Daniel Sanchez Alvéro (Espagne 2006 - distributeur : Cinéart)

Quim Gutierrez, Marta Etura, Antonio de la Torre

105 min.
11 avril 2007
AZULOSCUROCASINEGRO

D’entrée de titre, le la est donné. Il sera chromatique et nuancé.
Ni tout à fait bleu ni tout à fait noir. Ni tout à fait clair ni tout à fait obscur.

Jorge ne veut pas devenir, comme son père, gardien d’immeuble. La vie en décidera autrement.
C’est dans cet intervalle entre ce que le héros souhaite faire et ce qu’il est contraint de faire pour subvenir aux besoins d’un père grabataire et d’un frère en prison, que git la richesse de ce film qui pulse de charme et d’esprit.

Si sa ligne directrice est droite - comment savoir qui l’on est et où l’on se situe dans le grand puzzle social de la vie madrilène - l’assemblage des points qui la composent est résolument buissonnier et révèle des surprises dont la douceur mixée à la brutalité n’est que le reflet des multiples facettes de l’existence.

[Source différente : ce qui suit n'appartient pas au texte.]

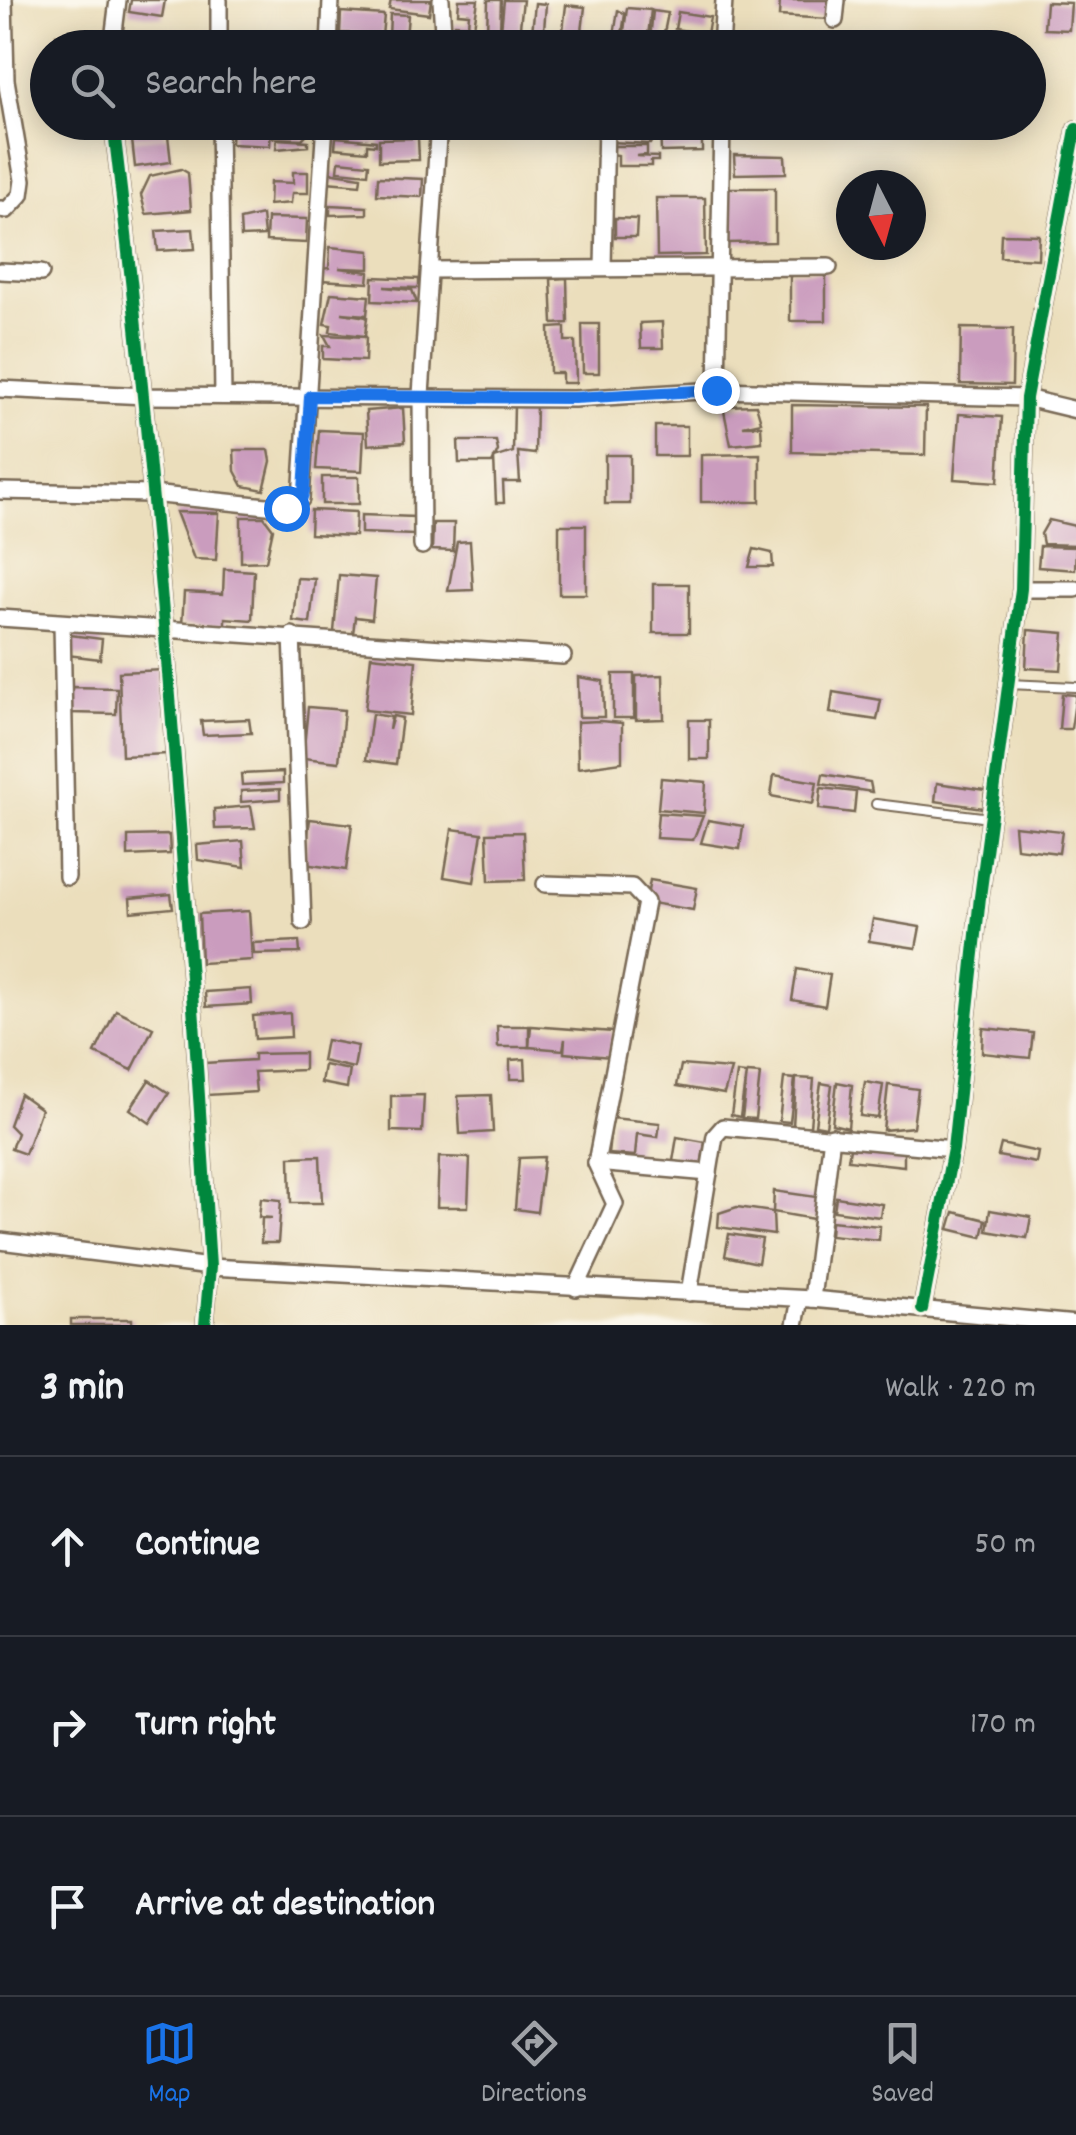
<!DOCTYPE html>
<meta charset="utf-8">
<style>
:root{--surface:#171b24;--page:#242831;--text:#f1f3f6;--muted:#9ea1a6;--line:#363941;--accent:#1a73e8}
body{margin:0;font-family:Dekko,sans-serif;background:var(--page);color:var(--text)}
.compass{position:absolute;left:836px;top:170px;width:90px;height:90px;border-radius:50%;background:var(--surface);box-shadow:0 5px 25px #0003;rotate:174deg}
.stop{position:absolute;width:30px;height:30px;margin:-22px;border:8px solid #1a73e8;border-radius:50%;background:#fff}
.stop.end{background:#1a73e8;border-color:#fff;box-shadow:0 2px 10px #0008}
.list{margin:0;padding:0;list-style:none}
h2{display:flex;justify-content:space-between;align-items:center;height:130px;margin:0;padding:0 40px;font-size:42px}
h2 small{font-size:32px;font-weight:400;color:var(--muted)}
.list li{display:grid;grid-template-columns:65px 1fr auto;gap:30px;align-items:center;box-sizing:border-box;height:180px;padding:0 40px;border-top:2px solid var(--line)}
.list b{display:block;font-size:38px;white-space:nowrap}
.list em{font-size:32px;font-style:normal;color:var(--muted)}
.icon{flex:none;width:55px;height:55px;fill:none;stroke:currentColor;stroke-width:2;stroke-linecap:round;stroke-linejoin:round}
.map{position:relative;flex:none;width:1076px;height:1325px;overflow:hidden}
.search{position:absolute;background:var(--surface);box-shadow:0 5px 25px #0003;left:30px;right:30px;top:30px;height:110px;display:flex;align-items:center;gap:25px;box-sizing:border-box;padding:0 35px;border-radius:55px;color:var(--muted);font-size:38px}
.sheet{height:670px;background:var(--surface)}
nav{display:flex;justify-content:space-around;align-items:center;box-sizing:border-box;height:140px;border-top:2px solid var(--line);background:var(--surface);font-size:28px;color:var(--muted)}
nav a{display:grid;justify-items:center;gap:5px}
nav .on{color:var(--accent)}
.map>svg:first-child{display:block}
.building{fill:#ca9cbe}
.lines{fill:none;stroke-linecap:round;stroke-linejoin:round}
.service-casing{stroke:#796955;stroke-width:12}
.minor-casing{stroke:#796955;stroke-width:20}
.service{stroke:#fff;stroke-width:8}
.minor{stroke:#fff;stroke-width:15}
.cycleway-casing{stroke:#fbf7ec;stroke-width:19}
.cycleway{stroke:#00873e;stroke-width:12}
.route{stroke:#1a73e8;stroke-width:12}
</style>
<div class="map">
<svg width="1076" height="1325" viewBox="0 0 1076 1325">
<rect width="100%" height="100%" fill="#fbf7ec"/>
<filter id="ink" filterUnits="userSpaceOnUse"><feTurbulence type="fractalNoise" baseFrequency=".01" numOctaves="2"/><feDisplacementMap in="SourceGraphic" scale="20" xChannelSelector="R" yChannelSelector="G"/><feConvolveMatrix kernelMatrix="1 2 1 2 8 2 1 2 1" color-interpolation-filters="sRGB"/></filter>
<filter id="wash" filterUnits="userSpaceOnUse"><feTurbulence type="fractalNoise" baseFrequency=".0048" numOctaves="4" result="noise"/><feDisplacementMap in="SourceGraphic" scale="40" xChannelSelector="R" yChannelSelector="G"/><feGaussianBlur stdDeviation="2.25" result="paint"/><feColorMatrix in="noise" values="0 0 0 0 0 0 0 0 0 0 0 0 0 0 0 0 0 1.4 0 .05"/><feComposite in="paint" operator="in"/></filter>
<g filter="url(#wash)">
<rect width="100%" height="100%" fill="#ebdebc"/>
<g id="blocks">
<g class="building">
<polygon points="131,0 165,0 162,17 129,12"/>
<polygon points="391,0 431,0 429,14 389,9"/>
<polygon points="459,0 478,0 472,41 454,40 455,24 468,25 469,14 458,13"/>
<polygon points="488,0 501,0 500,33 487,33"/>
<polygon points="504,0 523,0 518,45 500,40"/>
<polygon points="780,0 830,0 829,19 779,16"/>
<polygon points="1046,2 1071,3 1069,30 1044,29"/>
<polygon points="535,3 546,4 543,43 531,42"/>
<polygon points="566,5 585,7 580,48 569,43 569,48 561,48"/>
<polygon points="627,8 651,10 648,37 624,31"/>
<polygon points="618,10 625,14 620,48 612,48"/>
<polygon points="653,11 668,13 661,48 649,48"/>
<polygon points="341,12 384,15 382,36 340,33"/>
<polygon points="678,12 710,17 707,34 675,29"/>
<polygon points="390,14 408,15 406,38 398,37 398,42 389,38"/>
<polygon points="56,35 96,41 94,48 54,48"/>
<polygon points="133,122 164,122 165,134 130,137"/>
<polygon points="283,122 313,122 312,129 302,139 273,138 273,129 294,130"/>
<polygon points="232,123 271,125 270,146 231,144"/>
<polygon points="702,125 702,151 661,152 660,126"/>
<polygon points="620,130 654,131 653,138 650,144 611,142 611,134 620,135"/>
<polygon points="168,136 171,162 135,167 132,140"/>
<polygon points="336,137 376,141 376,145 367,144 367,151 335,148"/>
<polygon points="418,138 419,160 379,161 379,139"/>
<polygon points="277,139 308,141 308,146 276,149"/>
<polygon points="611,146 647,146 647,155 636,156 658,157 658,161 651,161 651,166 618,166 618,155 611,154"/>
<polygon points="734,155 785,156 786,173 735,174"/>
<polygon points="339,161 369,164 368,174 338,171"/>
<polygon points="181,169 188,173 191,210 146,214 141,195 150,176"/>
<polygon points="293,172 308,172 308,193 292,193 291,203 269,205 270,182 293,183"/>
<polygon points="328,172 361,177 360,185 327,182"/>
<polygon points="378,177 423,179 422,197 377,195"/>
<polygon points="725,188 775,188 775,242 726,243"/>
<polygon points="656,198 705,198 706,255 657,256"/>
<polygon points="330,205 367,207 367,214 330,215"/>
<polygon points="262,215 264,236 241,237 240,220"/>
<polygon points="267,218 307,219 306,243 266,241"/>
<polygon points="615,218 637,219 636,237 615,237"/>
<polygon points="193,229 195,249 158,251 156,231"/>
<polygon points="1001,234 1039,235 1038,259 1000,257"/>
<polygon points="330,247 370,251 370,269 339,268 369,272 368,283 321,280 322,269 329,268"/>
<rect x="790" y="271" width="36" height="50"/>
<polygon points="373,277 419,279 419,288 384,287 412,290 417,303 372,301"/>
<polygon points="567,278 568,323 553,324 551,279"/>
<polygon points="331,293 369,296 367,315 342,313 367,317 365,336 330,332 331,325 324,324"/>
<polygon points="662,322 663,348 641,348 640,323"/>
<polygon points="582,324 599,324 599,373 583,373"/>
<polygon points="565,327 565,341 575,341 576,383 562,383 562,373 550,373 549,328"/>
<polygon points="961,328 1013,329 1012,385 960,384"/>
<polygon points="324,335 366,337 365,361 323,359 323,346 330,346"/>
<polygon points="514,405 536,405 535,454 518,452 520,482 503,482 504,503 496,503 494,458 513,452"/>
<polygon points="756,405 761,422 743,426 761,426 762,442 731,445 723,406"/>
<polygon points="792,405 926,407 925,455 792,452"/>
<polygon points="403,408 405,442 368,445 366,411"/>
<polygon points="959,414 1002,417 998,482 954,479"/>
<rect x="655" y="426" width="32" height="30"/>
<polygon points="319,430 364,432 362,471 316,469"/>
<polygon points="458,441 496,441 498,451 492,463 459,463"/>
<polygon points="234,450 269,450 271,461 264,490 243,486 235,471"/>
<polygon points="760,454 760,502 701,502 701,455"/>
<rect x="605" y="455" width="25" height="49"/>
<rect x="322" y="477" width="37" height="27"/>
<polygon points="311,510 356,512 355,536 310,534"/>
<polygon points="176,512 219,513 216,560 194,559"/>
<polygon points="361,515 415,517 414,535 361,533"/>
<polygon points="241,517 264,517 273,529 266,561 241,562"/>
<polygon points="1049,520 1075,526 1076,545 1043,544 1041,534"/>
<polygon points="433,523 454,523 453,551 432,550"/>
<rect x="559" y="525" width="27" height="69"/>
<polygon points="470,541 473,590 448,591 457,542"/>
<polygon points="1040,546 1076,547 1075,570 1038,567"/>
<polygon points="754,549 772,553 773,567 749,567"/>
<polygon points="224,569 254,571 252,620 225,618 225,627 182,625 184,592 223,594"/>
<polygon points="339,575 376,578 372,619 355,617 353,634 334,632"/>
<polygon points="297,578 315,579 310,623 293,621"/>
<rect x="653" y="584" width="36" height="49"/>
<polygon points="1028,630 1064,633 1061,670 1026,668"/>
<polygon points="70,635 102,639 100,659 67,655"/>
<polygon points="371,656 416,661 411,715 365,710"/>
<polygon points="164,670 167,754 122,756 119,672"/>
<rect x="613" y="674" width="21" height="44"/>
<polygon points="663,675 664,719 636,720 636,676"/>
<polygon points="578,677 603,681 604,717 579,717"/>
<polygon points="70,687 117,688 116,714 70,713"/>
<polygon points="833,692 881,700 877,720 830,713"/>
<polygon points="1062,694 1076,695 1071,729 1059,729"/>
<polygon points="308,707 344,710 339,762 303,758"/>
<polygon points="372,714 391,717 389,730 393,716 402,718 396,764 366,760"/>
<polygon points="249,719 251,733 203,735 201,721"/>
<rect x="689" y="720" width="20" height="39"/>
<polygon points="600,721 622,723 622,762 578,768 577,722"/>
<polygon points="283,772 283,783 242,785 241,774"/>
<polygon points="823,774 870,782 872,792 821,784"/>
<polygon points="774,775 817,782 813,804 771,796"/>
<polygon points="661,778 706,782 704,813 658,809"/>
<polygon points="937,783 985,790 983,808 935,801"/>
<polygon points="821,788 856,792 854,813 819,809"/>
<polygon points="280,789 280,799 241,802 241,791"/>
<polygon points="251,806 255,828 215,829 214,809"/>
<polygon points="658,813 703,816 693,840 656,838"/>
<polygon points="310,819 352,824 346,870 304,864"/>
<polygon points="708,820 743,826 740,849 701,843"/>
<polygon points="1014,826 1062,831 1059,853 1016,848"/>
<polygon points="452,829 482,833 474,882 444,877"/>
<polygon points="523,832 525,880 489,881 487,833"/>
<polygon points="169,835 170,854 128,856 128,836"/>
<polygon points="243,841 245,867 198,860 197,845"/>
<polygon points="650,880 697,888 693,910 646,902"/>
<polygon points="171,894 173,908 131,912 130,898"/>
<polygon points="249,911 252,960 201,963 199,914"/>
<polygon points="873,919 920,927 916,948 869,941"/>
<polygon points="299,941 300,953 254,954 253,943"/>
<polygon points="797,969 830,975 825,1006 792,1000"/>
<polygon points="251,989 252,1004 206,1007 205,992"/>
<polygon points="116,1010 153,1028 132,1070 95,1053"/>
<polygon points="290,1013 291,1037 255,1039 253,1016"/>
<polygon points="497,1026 529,1026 529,1047 498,1047"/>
<polygon points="531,1026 613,1032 611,1057 564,1053 565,1039 563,1050 529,1047"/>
<polygon points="983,1028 1033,1033 1030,1058 982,1053"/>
<polygon points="326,1040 358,1046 354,1068 322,1061"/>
<polygon points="304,1053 304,1070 254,1072 256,1092 207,1095 205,1063 254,1060 254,1054"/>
<polygon points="525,1059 526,1079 510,1079 510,1060"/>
<polygon points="324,1065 350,1070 347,1088 321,1083"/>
<polygon points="681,1065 731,1069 724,1094 677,1086"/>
<polygon points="737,1073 746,1074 740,1117 731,1115"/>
<polygon points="747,1073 760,1074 755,1119 742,1118"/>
<polygon points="784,1078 795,1079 790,1122 779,1121"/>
<polygon points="796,1078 814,1079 810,1127 793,1126"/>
<polygon points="149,1080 169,1093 150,1123 130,1109"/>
<polygon points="837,1082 852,1085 848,1128 832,1124"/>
<polygon points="865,1082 883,1085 878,1118 860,1116"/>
<polygon points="821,1083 832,1085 826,1127 815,1125"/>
<polygon points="888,1085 918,1089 913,1127 883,1130"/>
<polygon points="20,1094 41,1109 25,1154 11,1149 17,1133 9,1125"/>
<polygon points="424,1095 422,1132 391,1131 391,1096"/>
<polygon points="491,1095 493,1132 460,1134 458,1096"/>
<polygon points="612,1118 660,1123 658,1137 637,1134 635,1156 608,1154"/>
<polygon points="677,1137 705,1142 701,1166 673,1161"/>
<polygon points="1001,1144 1038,1152 1036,1163 998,1156"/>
<polygon points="850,1148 904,1152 904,1166 848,1160"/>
<polygon points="320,1156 322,1203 291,1203 290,1157"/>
<polygon points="439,1157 470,1158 468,1207 437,1207"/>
<polygon points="544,1157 537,1212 515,1209 519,1158"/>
<polygon points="774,1191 823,1198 819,1220 773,1212"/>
<polygon points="836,1197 882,1204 880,1217 834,1211"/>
<polygon points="261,1198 281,1200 278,1243 261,1243 262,1218 272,1218 259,1217"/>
<polygon points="737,1207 773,1212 774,1235 718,1227 719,1213"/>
<polygon points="990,1210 1031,1217 1027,1238 987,1231"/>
<polygon points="954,1212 986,1220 982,1237 949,1229"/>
<polygon points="831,1221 880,1226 879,1240 830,1235"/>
<polygon points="729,1234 762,1239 758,1263 725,1256"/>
<rect x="71" y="1319" width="61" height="6"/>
</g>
</g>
</g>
<g filter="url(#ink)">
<use href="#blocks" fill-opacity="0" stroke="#796955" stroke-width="2.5"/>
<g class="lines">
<g class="service-casing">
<g id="service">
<polyline points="1008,684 1076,687"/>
<polyline points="876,804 990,818"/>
</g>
</g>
<g class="minor-casing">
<g id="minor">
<polyline points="441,0 444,48"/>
<polyline points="835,20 837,0"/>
<polyline points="329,44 392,48"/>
<polyline points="112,48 118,0"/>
<polyline points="219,48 219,0"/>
<polyline points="329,48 331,0"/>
<polyline points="721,48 724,0"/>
<path d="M113,122C159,503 186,884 210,1267L205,1325"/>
<polyline points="219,122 223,396"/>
<polyline points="0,209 7,210 21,195 23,180 6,80 4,0"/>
<polyline points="603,268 606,122"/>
<polyline points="430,270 829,267"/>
<polyline points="0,271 41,273"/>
<polyline points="0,389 146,396 574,399 717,390 1026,398 1076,410"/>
<polyline points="717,390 722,122"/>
<polyline points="0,491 151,494 286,508 301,499 325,122"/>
<polyline points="422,546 421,395 439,122"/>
<polyline points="1021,589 1076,589"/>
<polyline points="0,618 563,656"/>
<polyline points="62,623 67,877"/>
<polyline points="292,635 303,922"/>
<polyline points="545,884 632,887 646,902 596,1163 615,1204 576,1288"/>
<polyline points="596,1163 709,1173"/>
<polyline points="0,1241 210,1267 812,1299 1076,1324"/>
<polyline points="689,1293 715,1136 723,1127 953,1149"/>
<polyline points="812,1299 832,1136"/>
<polyline points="922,1309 953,1149 980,897 1021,589 1026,398 1076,129"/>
<polyline points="795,1325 800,1299"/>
</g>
</g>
<use href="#service" class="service"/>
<use href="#minor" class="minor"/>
<g class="cycleway-casing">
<g id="cycleway">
<path d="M113,122C159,503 186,884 210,1267L205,1325"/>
<polyline points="922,1309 953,1149 980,897 1021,589 1026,398 1076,129"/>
</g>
</g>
<use href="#cycleway" class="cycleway"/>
</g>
</g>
<g class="lines" filter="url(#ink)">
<polyline class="route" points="286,508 301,500 304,491 310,396 574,398 716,390"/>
</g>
</svg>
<svg class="compass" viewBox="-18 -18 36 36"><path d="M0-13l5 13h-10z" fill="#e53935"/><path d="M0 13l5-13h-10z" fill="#9ea1a6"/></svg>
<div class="stop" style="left:286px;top:508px"></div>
<div class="stop end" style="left:716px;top:390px"></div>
<div class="search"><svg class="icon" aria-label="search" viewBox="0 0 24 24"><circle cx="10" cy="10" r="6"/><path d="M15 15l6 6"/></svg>Search here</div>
</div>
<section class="sheet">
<h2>3 min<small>Walk · 220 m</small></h2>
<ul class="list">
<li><svg class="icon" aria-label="ahead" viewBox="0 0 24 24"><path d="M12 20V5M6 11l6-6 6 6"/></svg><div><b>Continue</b></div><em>50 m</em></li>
<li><svg class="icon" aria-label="right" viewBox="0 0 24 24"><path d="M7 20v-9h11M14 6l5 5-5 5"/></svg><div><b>Turn right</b></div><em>170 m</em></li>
<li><svg class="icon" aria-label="arrive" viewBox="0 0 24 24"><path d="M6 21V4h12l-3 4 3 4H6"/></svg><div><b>Arrive at destination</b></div></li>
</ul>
</section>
<nav>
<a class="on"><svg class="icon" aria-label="map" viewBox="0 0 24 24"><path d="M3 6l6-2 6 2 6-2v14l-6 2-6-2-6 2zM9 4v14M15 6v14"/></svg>Map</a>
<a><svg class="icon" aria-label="directions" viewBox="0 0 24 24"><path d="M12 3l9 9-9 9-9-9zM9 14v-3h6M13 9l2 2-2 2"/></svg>Directions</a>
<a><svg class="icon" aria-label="saved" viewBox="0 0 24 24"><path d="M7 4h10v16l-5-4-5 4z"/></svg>Saved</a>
</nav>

A la fois poétique et réaliste, « Azul » est une moderne carte du tendre, jetant sur les sentiments qui animent les personnages un regard mi-bienveillant mi-loufoque.
Le film ne fait l’impasse sur aucune des relations qui peuvent unir deux êtres humains. Amitié, fraternité, paternité, maternité, amour et désir sont observés dans leurs fonctions de rapprochement ou de mise à distance de l’autre.

Sont, à ce sujet, particulièrement signifiantes les relations qui unissent les protagonistes masculins à leur père. Qu’il soit méprisé ou aimé, son rôle est fondateur dans la façon dont le fils nouera son rapport au monde.

Le réalisateur et son acteur principal, Quim Gutierrez ont reçu en 2006 les Goyas des meilleures révélations. Prix amplement mérités si l’on s’en réfère à la première partie de l’œuvre du peintre.
Celle qui célèbre la jeunesse, sa candeur et son énergie capable d’assimiler contradictions et difficultés parce que l’avenir est ouvert et porteur d’une virginité que l’on croit malléable.

« Azul » est une réponse, dont l’ironie ne cache pas le désenchantement, à la question posée par les philosophes français Eric Deschavanne et Pierre-Henri Tavoilot dans leur essai « Philosophie des âges de la vie » (*) : Quand l’avenir n’est plus radieux et quand la génération précédente n’est plus un modèle, comment devenir adulte ? 

Il y a dans ce premier long métrage d’un réalisateur qui compte déjà une trentaine de courts métrages à son actif, un petit quelque chose de ce jeune cinéaste belge, Joachim Lafosse. Celui-ci a posé, en exergue à son « Nue propriété », les mots suivants : « à nos limites » . Sanchez Arévalo suggère que Jorge trouvera sa place dans le monde quand il reconnaîtra et acceptera les siennes.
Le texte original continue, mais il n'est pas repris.